Fujitsu Primergy RX600 S5 review
Fujitsu’s first Xeon 7500 rack server has a sharp focus on consolidation and virtualisation in the enterprise. It looks very good value and in this exclusive review we see if how it stacks up against Dell and IBM.
Since Intel's launch of its Xeon 6500 and 7500 processors in March we've brought you exclusive reviews of Dell's and IBM's latest rack server solutions and next up is Fujitsu's Primergy RX600 S5. We were impressed with Dell's PowerEdge R910 and IBM's System x3850 X5 for a number of different reasons and in another exclusive review we see what's special about the RX600 S5.

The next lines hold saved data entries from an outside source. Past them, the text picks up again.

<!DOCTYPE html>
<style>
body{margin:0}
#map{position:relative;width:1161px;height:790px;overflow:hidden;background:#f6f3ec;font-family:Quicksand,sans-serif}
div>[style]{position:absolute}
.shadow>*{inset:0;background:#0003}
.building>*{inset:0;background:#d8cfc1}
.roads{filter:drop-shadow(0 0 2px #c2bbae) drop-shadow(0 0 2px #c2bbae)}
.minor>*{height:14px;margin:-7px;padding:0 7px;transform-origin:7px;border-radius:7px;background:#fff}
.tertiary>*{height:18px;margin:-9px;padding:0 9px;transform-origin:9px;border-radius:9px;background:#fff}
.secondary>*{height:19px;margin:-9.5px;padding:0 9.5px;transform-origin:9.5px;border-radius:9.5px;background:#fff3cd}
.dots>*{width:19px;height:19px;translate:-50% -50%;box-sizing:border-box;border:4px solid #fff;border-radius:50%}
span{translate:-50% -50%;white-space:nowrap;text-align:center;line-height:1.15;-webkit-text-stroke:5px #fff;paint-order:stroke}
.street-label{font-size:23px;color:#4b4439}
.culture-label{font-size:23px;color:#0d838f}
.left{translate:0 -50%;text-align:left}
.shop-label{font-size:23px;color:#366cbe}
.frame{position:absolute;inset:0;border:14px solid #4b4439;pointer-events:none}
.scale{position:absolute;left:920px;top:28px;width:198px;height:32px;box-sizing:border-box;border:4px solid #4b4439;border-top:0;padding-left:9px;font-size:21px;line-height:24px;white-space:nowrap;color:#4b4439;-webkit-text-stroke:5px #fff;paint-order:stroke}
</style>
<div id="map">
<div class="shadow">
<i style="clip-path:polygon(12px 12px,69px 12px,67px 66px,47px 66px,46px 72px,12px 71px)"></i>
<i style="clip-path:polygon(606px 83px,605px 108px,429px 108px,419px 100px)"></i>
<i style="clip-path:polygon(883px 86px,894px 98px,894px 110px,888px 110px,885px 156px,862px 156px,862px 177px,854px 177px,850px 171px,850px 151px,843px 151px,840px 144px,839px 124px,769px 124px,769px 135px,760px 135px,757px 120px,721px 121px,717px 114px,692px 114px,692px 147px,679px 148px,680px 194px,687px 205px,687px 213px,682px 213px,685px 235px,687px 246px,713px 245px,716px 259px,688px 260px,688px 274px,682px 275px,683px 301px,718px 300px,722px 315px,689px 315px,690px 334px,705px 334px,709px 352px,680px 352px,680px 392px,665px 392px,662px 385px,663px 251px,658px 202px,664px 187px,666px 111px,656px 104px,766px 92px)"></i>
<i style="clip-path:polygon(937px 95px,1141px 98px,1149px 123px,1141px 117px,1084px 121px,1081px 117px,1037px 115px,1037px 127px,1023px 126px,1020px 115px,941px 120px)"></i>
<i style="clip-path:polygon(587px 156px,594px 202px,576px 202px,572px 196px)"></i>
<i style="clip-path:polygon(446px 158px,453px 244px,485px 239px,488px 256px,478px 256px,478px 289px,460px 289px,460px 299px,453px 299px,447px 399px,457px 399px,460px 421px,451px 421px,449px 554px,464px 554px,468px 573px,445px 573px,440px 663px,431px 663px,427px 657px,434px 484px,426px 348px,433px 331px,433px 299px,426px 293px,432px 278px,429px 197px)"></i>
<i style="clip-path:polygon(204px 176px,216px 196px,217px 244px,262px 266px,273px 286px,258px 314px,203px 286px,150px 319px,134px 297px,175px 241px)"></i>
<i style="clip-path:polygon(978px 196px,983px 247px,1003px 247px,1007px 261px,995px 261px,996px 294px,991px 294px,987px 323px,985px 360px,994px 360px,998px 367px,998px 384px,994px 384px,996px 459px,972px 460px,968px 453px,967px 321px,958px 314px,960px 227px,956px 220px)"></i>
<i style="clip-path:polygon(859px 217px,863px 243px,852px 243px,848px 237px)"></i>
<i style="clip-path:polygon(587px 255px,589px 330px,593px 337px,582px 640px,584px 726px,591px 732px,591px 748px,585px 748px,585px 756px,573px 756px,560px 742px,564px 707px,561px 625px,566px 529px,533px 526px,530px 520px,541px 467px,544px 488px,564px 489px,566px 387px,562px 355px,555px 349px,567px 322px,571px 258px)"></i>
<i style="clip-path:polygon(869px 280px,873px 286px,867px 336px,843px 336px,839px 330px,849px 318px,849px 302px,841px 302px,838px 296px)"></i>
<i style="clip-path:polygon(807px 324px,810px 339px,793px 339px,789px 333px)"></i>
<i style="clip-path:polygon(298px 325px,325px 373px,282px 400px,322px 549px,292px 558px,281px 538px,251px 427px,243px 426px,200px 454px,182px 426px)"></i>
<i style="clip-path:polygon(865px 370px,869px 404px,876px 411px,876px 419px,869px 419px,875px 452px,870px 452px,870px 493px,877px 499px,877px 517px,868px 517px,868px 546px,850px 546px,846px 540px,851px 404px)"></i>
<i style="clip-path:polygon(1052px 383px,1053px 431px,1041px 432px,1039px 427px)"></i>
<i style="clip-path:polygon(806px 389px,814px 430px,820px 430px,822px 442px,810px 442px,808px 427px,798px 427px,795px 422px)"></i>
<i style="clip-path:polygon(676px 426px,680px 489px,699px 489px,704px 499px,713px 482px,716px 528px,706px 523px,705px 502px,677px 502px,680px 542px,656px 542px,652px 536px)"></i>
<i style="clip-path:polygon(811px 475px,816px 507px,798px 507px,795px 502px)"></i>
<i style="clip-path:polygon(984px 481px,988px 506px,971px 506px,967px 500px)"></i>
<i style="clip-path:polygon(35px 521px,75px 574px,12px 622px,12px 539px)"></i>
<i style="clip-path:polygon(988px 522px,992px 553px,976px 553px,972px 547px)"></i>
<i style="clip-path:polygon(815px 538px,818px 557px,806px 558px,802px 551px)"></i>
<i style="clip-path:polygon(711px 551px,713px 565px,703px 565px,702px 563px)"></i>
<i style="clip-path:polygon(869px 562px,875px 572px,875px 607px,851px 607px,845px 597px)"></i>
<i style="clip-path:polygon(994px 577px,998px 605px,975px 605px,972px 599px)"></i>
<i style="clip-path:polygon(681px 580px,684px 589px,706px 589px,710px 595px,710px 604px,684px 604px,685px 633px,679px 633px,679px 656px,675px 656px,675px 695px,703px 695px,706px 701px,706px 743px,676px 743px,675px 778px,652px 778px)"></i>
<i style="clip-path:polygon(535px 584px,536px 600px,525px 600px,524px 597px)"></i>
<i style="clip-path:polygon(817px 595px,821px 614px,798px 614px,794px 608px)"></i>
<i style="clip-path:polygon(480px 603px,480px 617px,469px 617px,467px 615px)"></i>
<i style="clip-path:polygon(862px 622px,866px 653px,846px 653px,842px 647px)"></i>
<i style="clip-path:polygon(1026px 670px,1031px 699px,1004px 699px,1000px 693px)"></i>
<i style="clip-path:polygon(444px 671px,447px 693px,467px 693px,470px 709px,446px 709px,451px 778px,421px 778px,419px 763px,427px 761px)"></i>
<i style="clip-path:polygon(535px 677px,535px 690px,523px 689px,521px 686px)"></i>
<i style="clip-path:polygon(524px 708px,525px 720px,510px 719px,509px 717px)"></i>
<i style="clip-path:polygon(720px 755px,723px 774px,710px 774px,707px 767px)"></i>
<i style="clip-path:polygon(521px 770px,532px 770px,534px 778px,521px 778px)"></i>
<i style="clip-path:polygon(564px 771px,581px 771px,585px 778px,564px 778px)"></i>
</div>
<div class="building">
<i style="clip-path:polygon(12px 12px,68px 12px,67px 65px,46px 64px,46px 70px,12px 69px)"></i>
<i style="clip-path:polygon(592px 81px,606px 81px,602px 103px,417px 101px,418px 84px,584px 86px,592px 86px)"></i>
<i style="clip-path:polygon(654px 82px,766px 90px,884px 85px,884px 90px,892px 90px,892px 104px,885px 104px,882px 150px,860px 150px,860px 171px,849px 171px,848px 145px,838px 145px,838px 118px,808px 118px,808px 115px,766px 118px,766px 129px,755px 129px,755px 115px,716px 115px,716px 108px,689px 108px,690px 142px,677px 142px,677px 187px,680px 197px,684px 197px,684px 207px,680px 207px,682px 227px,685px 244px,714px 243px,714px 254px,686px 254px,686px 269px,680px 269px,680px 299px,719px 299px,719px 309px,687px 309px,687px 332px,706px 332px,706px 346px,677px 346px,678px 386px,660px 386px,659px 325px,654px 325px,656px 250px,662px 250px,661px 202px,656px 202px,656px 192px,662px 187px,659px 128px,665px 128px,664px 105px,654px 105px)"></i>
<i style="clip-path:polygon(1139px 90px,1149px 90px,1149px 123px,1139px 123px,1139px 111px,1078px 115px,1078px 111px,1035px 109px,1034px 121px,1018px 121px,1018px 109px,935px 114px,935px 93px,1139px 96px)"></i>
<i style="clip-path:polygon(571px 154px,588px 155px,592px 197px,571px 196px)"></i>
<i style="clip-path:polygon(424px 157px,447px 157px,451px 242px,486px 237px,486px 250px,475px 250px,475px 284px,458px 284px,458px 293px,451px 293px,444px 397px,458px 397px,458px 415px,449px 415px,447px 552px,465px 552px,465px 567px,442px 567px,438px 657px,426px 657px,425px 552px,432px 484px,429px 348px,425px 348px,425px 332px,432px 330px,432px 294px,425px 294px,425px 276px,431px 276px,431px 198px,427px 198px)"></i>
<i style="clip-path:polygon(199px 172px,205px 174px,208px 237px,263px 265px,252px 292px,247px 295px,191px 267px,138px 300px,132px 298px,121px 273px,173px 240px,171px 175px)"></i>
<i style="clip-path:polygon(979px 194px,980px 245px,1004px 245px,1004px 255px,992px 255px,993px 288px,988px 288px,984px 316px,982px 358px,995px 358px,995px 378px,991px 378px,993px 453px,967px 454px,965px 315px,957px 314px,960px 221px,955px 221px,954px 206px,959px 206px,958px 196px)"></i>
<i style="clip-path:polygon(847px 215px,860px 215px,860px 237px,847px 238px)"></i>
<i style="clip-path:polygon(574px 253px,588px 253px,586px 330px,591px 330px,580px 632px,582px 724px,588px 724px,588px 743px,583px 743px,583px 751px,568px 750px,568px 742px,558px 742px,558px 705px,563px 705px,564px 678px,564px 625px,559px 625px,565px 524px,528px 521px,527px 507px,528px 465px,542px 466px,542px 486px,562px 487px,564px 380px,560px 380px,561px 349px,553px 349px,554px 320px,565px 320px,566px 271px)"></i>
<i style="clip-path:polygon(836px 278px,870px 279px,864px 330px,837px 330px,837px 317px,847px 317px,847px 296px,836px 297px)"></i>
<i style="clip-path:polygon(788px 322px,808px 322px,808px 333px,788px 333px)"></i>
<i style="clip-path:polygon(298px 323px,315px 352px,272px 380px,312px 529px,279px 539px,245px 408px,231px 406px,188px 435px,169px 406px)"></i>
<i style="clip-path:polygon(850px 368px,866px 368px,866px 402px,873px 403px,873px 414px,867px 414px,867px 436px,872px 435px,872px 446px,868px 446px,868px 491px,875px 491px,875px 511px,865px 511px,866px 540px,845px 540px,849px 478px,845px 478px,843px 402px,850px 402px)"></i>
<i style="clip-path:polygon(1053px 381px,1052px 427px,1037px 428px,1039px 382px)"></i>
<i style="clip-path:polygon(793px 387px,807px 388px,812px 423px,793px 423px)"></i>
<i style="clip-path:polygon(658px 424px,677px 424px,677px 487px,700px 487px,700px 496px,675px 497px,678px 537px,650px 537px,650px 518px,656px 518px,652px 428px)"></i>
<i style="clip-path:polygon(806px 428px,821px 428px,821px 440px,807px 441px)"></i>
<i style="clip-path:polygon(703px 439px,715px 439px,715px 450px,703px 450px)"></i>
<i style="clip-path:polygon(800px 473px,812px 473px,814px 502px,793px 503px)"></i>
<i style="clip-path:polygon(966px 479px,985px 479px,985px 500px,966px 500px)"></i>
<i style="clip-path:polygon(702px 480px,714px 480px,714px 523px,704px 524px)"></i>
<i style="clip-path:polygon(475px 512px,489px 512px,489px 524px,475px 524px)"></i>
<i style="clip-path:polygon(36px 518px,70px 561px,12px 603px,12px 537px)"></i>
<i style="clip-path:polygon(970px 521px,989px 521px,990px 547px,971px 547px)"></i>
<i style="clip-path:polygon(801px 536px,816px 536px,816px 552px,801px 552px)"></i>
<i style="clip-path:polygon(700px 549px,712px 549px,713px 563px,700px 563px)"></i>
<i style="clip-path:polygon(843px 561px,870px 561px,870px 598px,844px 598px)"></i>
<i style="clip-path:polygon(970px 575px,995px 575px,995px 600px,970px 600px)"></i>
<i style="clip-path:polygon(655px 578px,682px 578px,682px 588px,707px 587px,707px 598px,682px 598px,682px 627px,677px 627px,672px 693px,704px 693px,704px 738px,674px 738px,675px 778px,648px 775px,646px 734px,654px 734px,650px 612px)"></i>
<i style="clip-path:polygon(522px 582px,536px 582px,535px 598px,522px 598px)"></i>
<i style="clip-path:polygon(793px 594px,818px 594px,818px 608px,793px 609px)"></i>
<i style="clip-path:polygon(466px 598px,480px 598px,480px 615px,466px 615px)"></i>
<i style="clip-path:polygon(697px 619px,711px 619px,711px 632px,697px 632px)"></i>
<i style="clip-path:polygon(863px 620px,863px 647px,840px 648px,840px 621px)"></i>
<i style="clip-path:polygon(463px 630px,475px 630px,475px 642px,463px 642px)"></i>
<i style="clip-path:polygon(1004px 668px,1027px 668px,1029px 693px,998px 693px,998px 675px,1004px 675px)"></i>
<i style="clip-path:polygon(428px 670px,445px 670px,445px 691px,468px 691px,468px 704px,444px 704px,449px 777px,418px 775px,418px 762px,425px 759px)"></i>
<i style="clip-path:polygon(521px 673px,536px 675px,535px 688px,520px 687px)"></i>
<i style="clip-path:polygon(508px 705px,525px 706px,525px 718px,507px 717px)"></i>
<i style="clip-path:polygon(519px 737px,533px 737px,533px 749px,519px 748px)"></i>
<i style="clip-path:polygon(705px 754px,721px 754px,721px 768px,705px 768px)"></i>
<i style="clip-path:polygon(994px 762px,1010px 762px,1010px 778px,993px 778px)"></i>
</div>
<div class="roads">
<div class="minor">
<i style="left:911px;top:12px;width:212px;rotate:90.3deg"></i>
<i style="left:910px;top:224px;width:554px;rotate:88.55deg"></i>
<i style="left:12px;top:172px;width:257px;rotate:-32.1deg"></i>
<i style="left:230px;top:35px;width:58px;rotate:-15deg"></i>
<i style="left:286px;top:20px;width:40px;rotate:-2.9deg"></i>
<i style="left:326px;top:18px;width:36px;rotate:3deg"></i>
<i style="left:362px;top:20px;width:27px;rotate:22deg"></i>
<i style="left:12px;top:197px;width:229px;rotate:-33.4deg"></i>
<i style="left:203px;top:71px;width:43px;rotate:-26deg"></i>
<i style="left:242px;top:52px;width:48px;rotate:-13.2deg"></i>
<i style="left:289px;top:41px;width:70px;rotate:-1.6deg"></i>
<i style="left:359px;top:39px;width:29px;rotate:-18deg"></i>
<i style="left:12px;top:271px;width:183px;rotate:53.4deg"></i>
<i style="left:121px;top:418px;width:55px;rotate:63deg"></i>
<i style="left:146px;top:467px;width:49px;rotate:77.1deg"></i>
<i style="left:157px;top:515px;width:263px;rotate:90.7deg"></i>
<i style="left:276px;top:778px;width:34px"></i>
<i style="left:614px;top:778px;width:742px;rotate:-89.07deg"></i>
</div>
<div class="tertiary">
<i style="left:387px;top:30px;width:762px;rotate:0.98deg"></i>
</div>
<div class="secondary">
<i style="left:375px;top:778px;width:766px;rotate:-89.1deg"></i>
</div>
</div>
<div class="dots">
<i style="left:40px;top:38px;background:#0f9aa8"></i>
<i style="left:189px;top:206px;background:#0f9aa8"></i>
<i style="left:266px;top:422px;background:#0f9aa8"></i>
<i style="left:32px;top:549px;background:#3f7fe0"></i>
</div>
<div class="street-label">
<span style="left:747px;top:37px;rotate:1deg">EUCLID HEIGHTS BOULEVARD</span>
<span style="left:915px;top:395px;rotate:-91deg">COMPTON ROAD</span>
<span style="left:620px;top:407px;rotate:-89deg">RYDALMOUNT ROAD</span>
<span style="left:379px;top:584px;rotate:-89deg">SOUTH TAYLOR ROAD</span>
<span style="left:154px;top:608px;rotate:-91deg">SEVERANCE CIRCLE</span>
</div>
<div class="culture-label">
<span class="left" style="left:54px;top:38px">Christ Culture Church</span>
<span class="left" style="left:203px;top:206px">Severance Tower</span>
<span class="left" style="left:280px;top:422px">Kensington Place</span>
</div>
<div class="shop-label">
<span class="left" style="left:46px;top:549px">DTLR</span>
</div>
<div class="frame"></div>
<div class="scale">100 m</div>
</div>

No surprises that Fujitsu has its eye on the lucrative UNIX server market as this is precisely where Intel wants its new Xeons to go in as replacements for expensive and proprietary RISC based systems. Traditionally, these have offered high levels of fault tolerance but Intel's new RAS (reliability, availability and serviceability) features make Xeon 7500 servers highly cost-effective alternatives.
Standing at 4U, the RX600 S5 is the same height as the Dell and IBM servers but offers an unusually high internal expansion potential. The R910 and x3850 both offer seven PCI-e 2.0 slots but Fujitsu pushes the count up to 10. You get a good mixture of slot speeds including two that support hot-swap but due to the positioning of other internal components the maximum size card supported is three-quarter length.
Storage potential is on a par with IBM as the front panel also has room for up to eight hot-swap SFF drives and Fujitsu offers a choice of SATA, 6Gb/sec SAS and SSDs. Dell wins out in this department as the R910 can start with four SFF drives and be expanded up to sixteen.
A fine choice of RAID options are on Fujitsu's menu as an 8-port SAS controller is provided as standard. This supports the latest 6Gb/sec SAS drives and comes with 512MB of cache memory and a battery backup pack. Usefully, it gets its own dedicated slot at the rear so leaving all PCI-e slots up for grabs.